Kessler described the Legal Realist’s task as “constantly testing out the desirability, efficiency and fairness of inherited legal rules and institutions in terms of the present needs of society.” “Natural Law, Justice and Democracy—Some Reflections on Three Types of Thinking About Law and Justice,” 19 Tul. L. Rev. 32, 52 (1944). Much of Kessler’s most important work consisted of “testing out” the doctrine of “freedom of contract.”
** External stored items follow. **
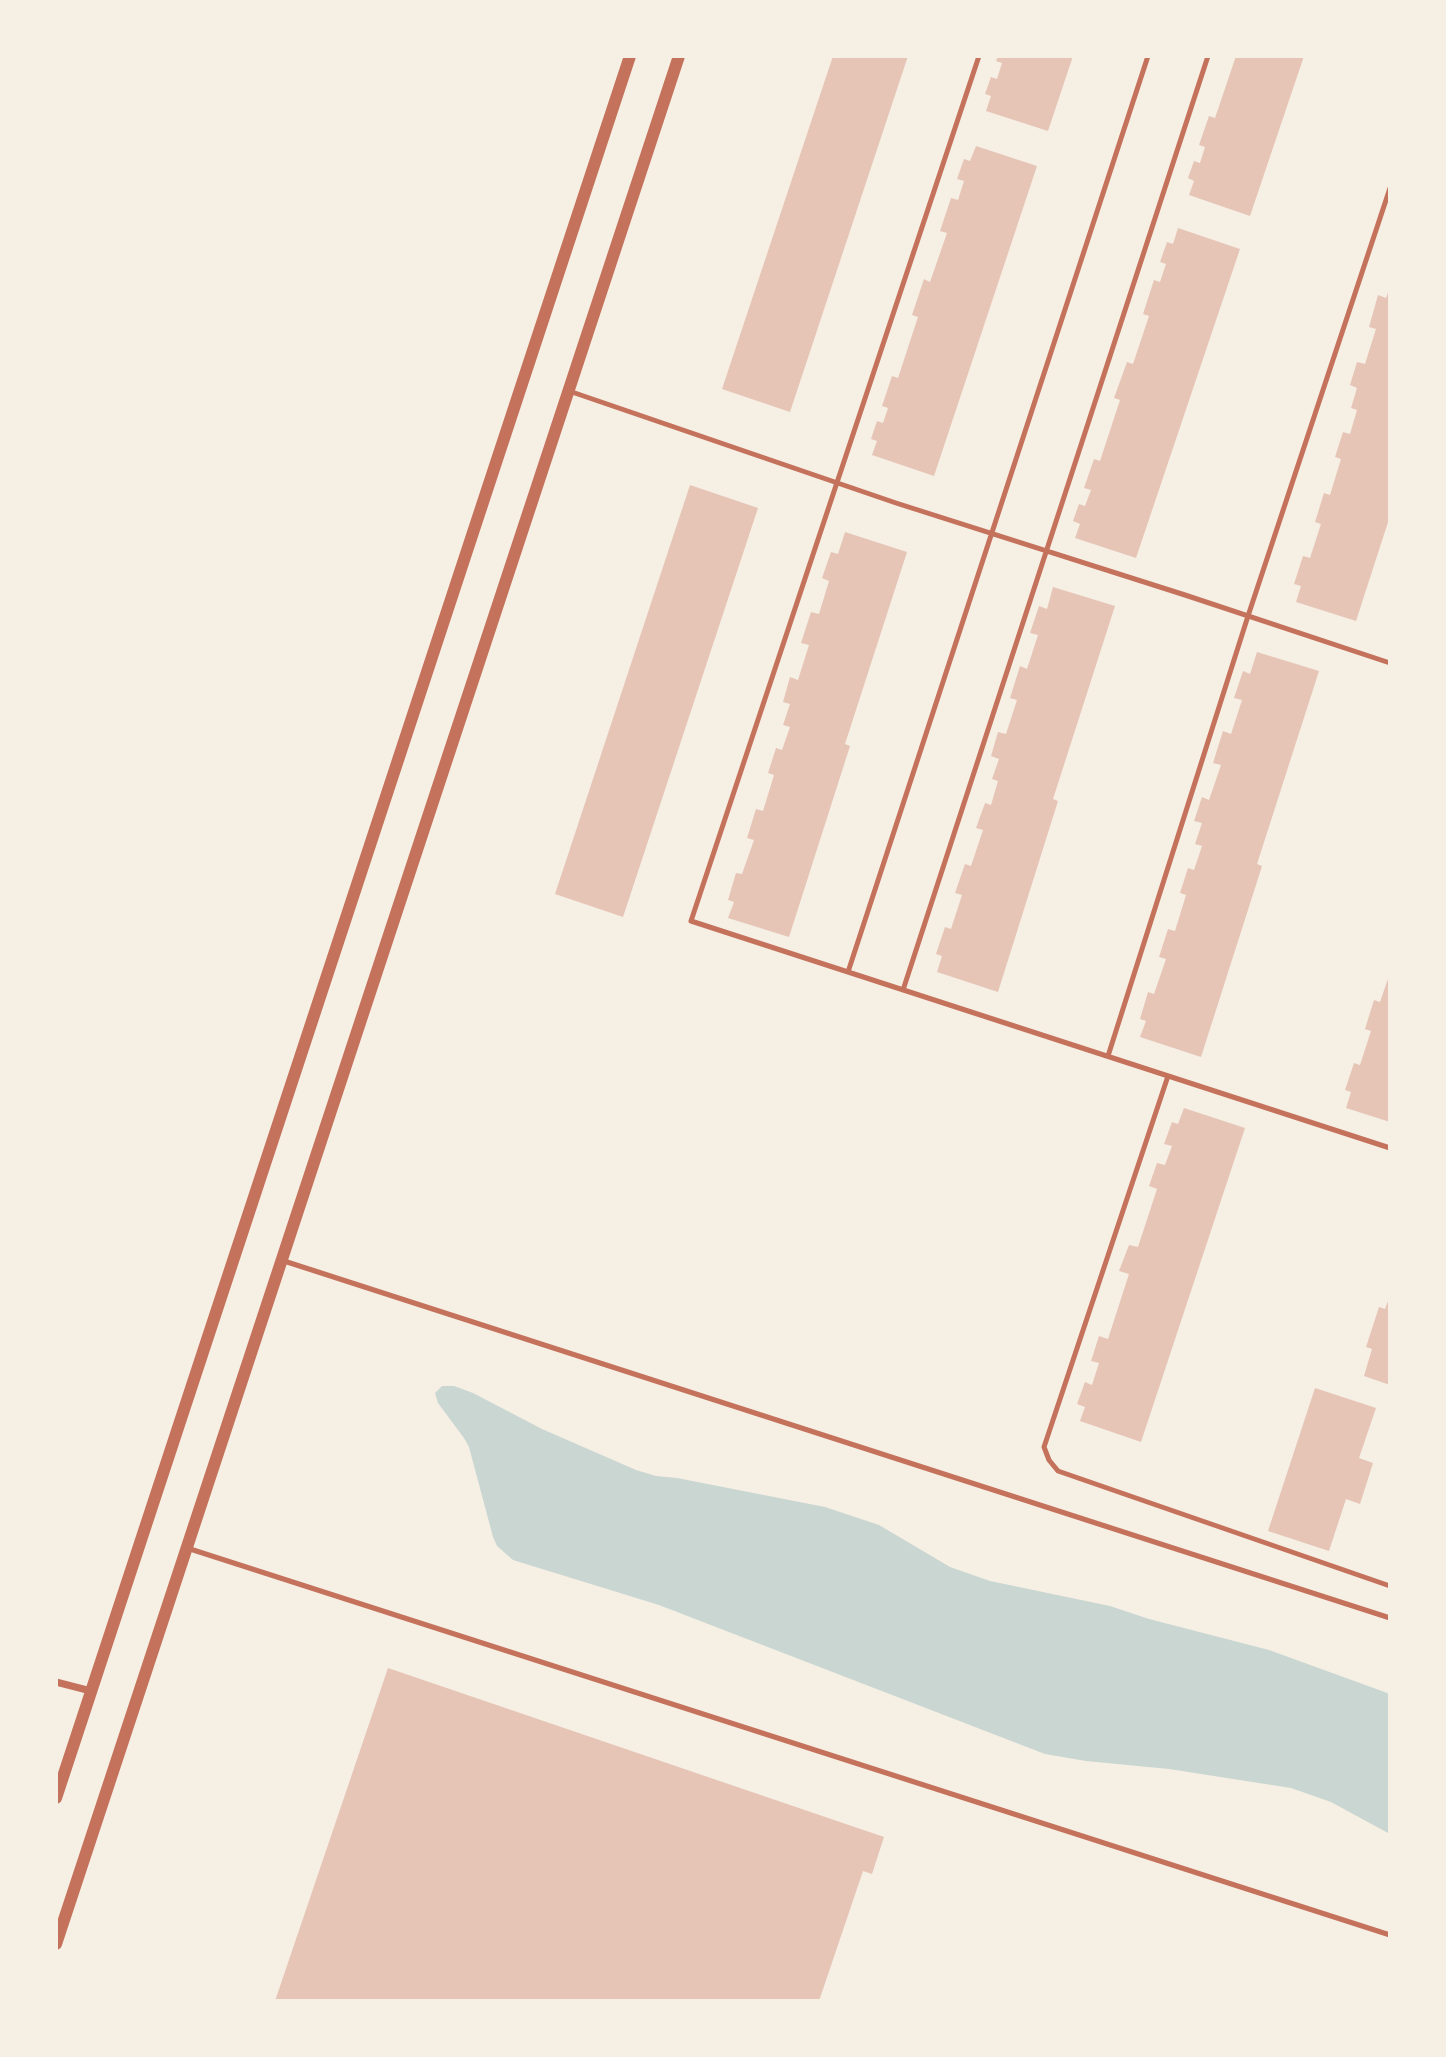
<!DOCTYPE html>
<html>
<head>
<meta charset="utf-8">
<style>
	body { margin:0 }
	#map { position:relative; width:1446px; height:2057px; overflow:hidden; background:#f6efe4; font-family:Roboto,sans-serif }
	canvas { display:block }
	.frame { position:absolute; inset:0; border:58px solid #f6efe4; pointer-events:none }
</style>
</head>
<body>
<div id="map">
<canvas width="1446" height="2057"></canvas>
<div class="frame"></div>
</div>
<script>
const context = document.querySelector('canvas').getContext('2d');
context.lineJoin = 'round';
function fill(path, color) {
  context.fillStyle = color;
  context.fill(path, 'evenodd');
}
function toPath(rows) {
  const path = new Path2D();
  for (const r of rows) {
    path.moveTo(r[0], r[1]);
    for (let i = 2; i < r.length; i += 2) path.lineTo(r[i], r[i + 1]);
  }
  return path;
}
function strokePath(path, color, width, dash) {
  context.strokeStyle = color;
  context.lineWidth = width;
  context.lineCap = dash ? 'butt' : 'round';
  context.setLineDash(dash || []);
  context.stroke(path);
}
const water = toPath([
	[442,1386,454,1386,473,1393,542,1429,636,1470,656,1476,677,1478,825,1507,879,1525,950,1567,990,1581,1110,1606,1149,1619,1269,1650,1390,1694,1390,1834,1331,1802,1291,1788,1169,1769,1086,1761,1045,1754,659,1605,513,1560,497,1546,493,1537,469,1447,464,1438,438,1403,435,1393]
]);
const building = toPath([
	[833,56,908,56,790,412,722,389],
	[998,56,1073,56,1048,131,986,111,991,96,985,94,991,77,997,79,1002,63,996,61],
	[1236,56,1304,56,1250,216,1189,195,1194,181,1188,178,1194,161,1200,163,1205,147,1199,145,1209,116,1215,118],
	[976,146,1037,166,934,476,872,455,877,441,871,439,877,421,883,423,888,408,882,406,892,376,898,378,918,317,912,315,924,279,930,282,947,233,940,231,951,198,958,200,964,181,957,179,964,159,970,161],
	[1178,228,1240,249,1136,558,1075,538,1080,524,1073,521,1079,504,1085,506,1091,490,1084,488,1094,459,1100,461,1120,400,1114,398,1127,362,1133,364,1149,316,1143,314,1154,280,1160,282,1166,264,1160,262,1167,242,1173,244],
	[1390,287,1390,516,1356,621,1296,602,1301,586,1294,584,1303,556,1310,558,1321,524,1315,522,1324,493,1330,495,1341,459,1335,457,1343,432,1350,434,1357,410,1351,408,1357,388,1350,385,1357,362,1365,364,1376,329,1369,327,1378,295,1386,298],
	[690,485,758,508,623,917,555,894],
	[845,532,907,552,845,744,850,746,789,937,728,918,734,902,728,900,736,873,742,874,754,840,747,838,756,809,763,811,774,775,768,773,776,748,782,750,790,727,783,725,790,704,783,702,790,677,798,680,809,645,801,643,811,612,819,614,829,581,822,578,831,552,838,554],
	[1053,587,1115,606,1053,799,1058,801,998,992,937,972,942,956,936,954,945,927,951,929,962,895,955,893,965,864,971,866,983,830,976,828,985,803,991,805,998,781,992,779,999,759,991,756,998,732,1006,734,1017,700,1010,698,1020,666,1027,669,1038,635,1030,633,1039,606,1047,609],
	[1257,652,1319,671,1257,864,1262,866,1201,1057,1140,1037,1146,1021,1140,1019,1148,992,1154,994,1166,959,1159,957,1168,929,1175,931,1186,895,1180,893,1188,868,1194,870,1202,846,1195,844,1202,823,1194,821,1202,797,1209,800,1221,765,1213,763,1223,731,1231,734,1242,700,1234,698,1243,671,1250,674],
	[1390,973,1390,1122,1346,1108,1351,1092,1345,1090,1354,1063,1360,1065,1371,1031,1365,1029,1374,1000,1380,1002],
	[1184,1108,1245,1128,1141,1442,1080,1421,1085,1407,1077,1404,1085,1382,1092,1385,1099,1363,1091,1361,1099,1336,1108,1339,1129,1274,1119,1271,1129,1245,1138,1247,1157,1189,1149,1186,1157,1163,1165,1165,1172,1146,1164,1144,1172,1122,1178,1124],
	[1390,1296,1390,1385,1364,1376,1372,1349,1366,1347,1379,1307,1385,1309],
	[1315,1388,1376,1408,1359,1458,1373,1463,1360,1504,1346,1499,1329,1551,1268,1531],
	[388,1668,884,1837,872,1874,863,1871,819,2001,275,2001]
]);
const service = toPath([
	[979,56,691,921,1390,1148],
	[569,391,896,503,1185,595,1390,663],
	[848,972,1148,56],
	[903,990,1208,56],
	[1108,1056,1248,616,1390,188],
	[1168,1076,1044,1447,1049,1460,1058,1471,1390,1586],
	[284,1261,1390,1618],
	[187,1548,1390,1935]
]);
const minor = toPath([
	[56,1682,91,1691]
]);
const tertiary = toPath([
	[56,1798,630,56],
	[56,1944,679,56]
]);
fill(water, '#c9d6d2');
fill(building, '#e6c5b7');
strokePath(service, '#c5725c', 5);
strokePath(minor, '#c5725c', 7);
strokePath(tertiary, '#c5725c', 12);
</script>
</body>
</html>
In his celebrated article, “Contracts of Adhesion—Some Thoughts About Freedom of Contract,” 43 Colum. L. Rev. 629 (1943), Kessler maintained that Eighteenth century concepts of freedom of contract were inadequate to the realities of modern industrial economies. Through standardized contracts, he contended, parties with stronger bargaining power – in particular, large corporations – could impose their will on individuals, and courts were reluctant to give up the language of freedom of contract, even when they decided in favor of the weaker party, creating doctrinal confusion, instead of recognizing the modern contracting context and modifying the concept of freedom of contract to fit the contracting circumstances.